Seperti diketahui, Pemerintah Provinsi NTB mendapatkan DBHCHT sebesar mulai tahun 2010, sesuai surat Menteri Keuangan RI, Nomor: S-473/PK/2009 tanggal 30 November 2009.

Pertimbangan yang mendasari perolehan DBHCHT itu tidak hanya masalah produksi, tetapi juga dampak yang ditimbulkan oleh industri hasil tembakau.

Menurut Willgo, jika pemerintah jadi memberlakukan kebijakan harga rokok minimal Rp50.000 per bungkus, diperkirakan volume produksi rokok akan menurun karena penjualan perusahaan rokok berkurang.

Kebijakan menaikkan harga rokok tersebut juga berpotensi terhadap maraknya rokok ilegal yang cukainya palsu dan dikhawatirkan tidak memberikan efek apa pun terhadap pendapatan dari cukai secara nasional.

"Begitu juga dana bagi hasil untuk daerah penghasil rokok dan tembakau karena DBHCHT dibagi berdasarkan cukai rokok yang teregistrasi di Direktorat Jenderal Bea dan Cukai, Kementerian Keuangan, termasuk juga bagi hasil dari pajak rokok," ujarnya.

Oleh sebab itu, kata dia, Gubernur NTB TGH Muhammad Zainul Majdi meminta anggota DPR RI daerah pemilihan NTB untuk memperjuangkan nasib petani tembakau di dalam pembahasan Rancangan Undang-Undang Pertembakauan dan menjaga DBHCHT dan pajak rokok yang selama ini cukup membantu pemerintah daerah.
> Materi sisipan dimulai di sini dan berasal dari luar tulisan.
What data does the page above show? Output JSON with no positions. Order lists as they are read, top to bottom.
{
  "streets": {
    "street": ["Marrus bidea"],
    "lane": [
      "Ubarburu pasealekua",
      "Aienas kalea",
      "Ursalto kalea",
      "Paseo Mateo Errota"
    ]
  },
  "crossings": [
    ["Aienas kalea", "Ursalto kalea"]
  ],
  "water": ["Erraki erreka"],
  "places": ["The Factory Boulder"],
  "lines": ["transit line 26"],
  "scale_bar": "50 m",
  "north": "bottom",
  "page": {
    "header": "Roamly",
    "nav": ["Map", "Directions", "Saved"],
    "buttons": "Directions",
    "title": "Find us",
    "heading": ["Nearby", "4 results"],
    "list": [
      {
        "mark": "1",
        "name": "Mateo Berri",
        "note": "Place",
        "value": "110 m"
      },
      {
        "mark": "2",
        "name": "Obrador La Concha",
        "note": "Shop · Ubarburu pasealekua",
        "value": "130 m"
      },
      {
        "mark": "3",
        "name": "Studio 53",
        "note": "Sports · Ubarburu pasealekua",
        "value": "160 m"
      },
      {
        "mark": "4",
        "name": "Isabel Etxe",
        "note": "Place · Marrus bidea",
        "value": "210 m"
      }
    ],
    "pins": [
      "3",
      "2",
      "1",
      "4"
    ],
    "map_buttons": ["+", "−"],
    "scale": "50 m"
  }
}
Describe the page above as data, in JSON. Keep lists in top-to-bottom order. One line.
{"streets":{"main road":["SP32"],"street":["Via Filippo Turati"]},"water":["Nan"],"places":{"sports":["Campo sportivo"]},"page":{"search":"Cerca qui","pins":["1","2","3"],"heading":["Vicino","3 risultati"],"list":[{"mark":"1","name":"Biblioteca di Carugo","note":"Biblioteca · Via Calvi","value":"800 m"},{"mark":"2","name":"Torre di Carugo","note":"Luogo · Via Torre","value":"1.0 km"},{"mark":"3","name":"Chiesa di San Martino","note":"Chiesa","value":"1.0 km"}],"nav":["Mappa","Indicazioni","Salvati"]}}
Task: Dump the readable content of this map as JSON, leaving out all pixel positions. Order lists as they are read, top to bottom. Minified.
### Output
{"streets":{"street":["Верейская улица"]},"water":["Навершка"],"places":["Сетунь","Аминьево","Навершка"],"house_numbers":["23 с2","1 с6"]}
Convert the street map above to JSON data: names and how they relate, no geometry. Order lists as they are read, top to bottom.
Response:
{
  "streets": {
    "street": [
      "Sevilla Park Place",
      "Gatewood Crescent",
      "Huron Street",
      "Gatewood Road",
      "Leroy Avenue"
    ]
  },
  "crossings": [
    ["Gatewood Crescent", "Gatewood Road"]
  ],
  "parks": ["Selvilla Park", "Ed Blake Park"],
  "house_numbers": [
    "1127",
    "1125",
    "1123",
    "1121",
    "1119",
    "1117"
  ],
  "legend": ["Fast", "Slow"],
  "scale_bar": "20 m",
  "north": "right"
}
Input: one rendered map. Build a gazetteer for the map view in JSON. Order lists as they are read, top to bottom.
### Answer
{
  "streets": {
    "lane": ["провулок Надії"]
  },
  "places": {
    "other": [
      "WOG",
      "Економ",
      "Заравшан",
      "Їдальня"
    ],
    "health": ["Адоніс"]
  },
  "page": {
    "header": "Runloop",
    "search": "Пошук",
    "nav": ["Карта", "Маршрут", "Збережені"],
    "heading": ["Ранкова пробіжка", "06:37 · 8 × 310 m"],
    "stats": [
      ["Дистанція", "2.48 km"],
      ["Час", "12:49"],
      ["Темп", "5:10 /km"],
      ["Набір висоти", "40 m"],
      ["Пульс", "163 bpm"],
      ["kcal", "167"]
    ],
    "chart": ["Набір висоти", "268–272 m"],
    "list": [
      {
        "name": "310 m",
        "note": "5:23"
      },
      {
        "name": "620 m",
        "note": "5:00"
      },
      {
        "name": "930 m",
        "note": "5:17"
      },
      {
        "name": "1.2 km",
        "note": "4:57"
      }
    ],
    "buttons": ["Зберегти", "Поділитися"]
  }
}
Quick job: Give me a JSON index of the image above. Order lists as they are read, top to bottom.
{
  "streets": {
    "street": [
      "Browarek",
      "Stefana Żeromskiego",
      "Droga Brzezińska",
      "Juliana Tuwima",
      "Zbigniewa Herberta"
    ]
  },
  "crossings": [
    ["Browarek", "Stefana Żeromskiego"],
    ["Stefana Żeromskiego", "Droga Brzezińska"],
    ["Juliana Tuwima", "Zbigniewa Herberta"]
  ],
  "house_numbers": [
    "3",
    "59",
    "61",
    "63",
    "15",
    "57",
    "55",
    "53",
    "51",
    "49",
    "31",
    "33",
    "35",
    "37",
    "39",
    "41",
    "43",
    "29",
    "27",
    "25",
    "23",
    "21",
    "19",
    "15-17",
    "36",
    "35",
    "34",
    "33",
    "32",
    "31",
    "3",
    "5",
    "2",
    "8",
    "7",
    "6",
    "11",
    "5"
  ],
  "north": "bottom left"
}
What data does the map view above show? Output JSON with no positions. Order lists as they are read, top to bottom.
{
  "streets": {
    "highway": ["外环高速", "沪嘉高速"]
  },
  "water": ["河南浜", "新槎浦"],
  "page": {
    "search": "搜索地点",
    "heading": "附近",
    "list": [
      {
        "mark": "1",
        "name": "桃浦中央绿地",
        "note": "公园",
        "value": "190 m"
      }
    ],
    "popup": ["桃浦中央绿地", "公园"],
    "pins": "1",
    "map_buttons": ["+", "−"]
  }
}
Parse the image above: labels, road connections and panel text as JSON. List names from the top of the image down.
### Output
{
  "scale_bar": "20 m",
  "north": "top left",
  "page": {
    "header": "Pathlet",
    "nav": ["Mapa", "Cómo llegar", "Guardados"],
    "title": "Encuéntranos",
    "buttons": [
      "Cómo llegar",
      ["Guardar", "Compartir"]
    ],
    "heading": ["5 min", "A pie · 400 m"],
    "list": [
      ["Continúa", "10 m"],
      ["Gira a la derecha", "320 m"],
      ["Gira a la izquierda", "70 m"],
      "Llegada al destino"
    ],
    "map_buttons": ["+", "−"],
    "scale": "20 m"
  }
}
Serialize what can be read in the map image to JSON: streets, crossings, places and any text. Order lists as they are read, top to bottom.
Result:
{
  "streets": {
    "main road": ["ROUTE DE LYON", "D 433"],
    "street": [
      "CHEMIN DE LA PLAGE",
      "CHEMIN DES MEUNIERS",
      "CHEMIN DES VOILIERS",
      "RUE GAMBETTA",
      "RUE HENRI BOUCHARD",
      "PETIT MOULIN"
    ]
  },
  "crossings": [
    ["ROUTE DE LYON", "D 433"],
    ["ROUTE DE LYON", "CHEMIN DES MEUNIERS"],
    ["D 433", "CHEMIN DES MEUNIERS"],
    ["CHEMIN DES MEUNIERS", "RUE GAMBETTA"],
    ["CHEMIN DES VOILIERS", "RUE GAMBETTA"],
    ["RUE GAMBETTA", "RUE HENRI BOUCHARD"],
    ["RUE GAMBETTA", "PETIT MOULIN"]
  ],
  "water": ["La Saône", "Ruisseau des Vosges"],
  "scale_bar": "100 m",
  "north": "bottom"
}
"Pesan gubernur aspek penyerapan tenaga kerja, aspek penerimaan daerah dari DBHCHT dan aspek NTB sebagai daerah ikon tembakau virginia yang sudah dikenal kelas dunia, ini harus dipertahankan jangan sampai kehilangan ikon baru tersebut," kata Willgo.

Untuk itu, anggota Komisi XI DPR RI ini meminta Direktorat Jenderal Bea dan Cukai dan jajaran Kementerian Keuangan mengkaji lebih jauh wacana menaikkan harga rokok minimal Rp50.000/bungkus karena itu kebutuhan sekunder atau mendekati primer bagi sebagian orang yang menjadi perokok aktif.

Secara pribadi sebagai wakil rakyat NTB di DPR RI, Willgo juga tidak menginginkan NTB sebagai daerah yang memiliki pertanian tembakau virginia berkualitas akan mendapatkan masalah besar dengan rencana kenaikan harga rokok tersebut.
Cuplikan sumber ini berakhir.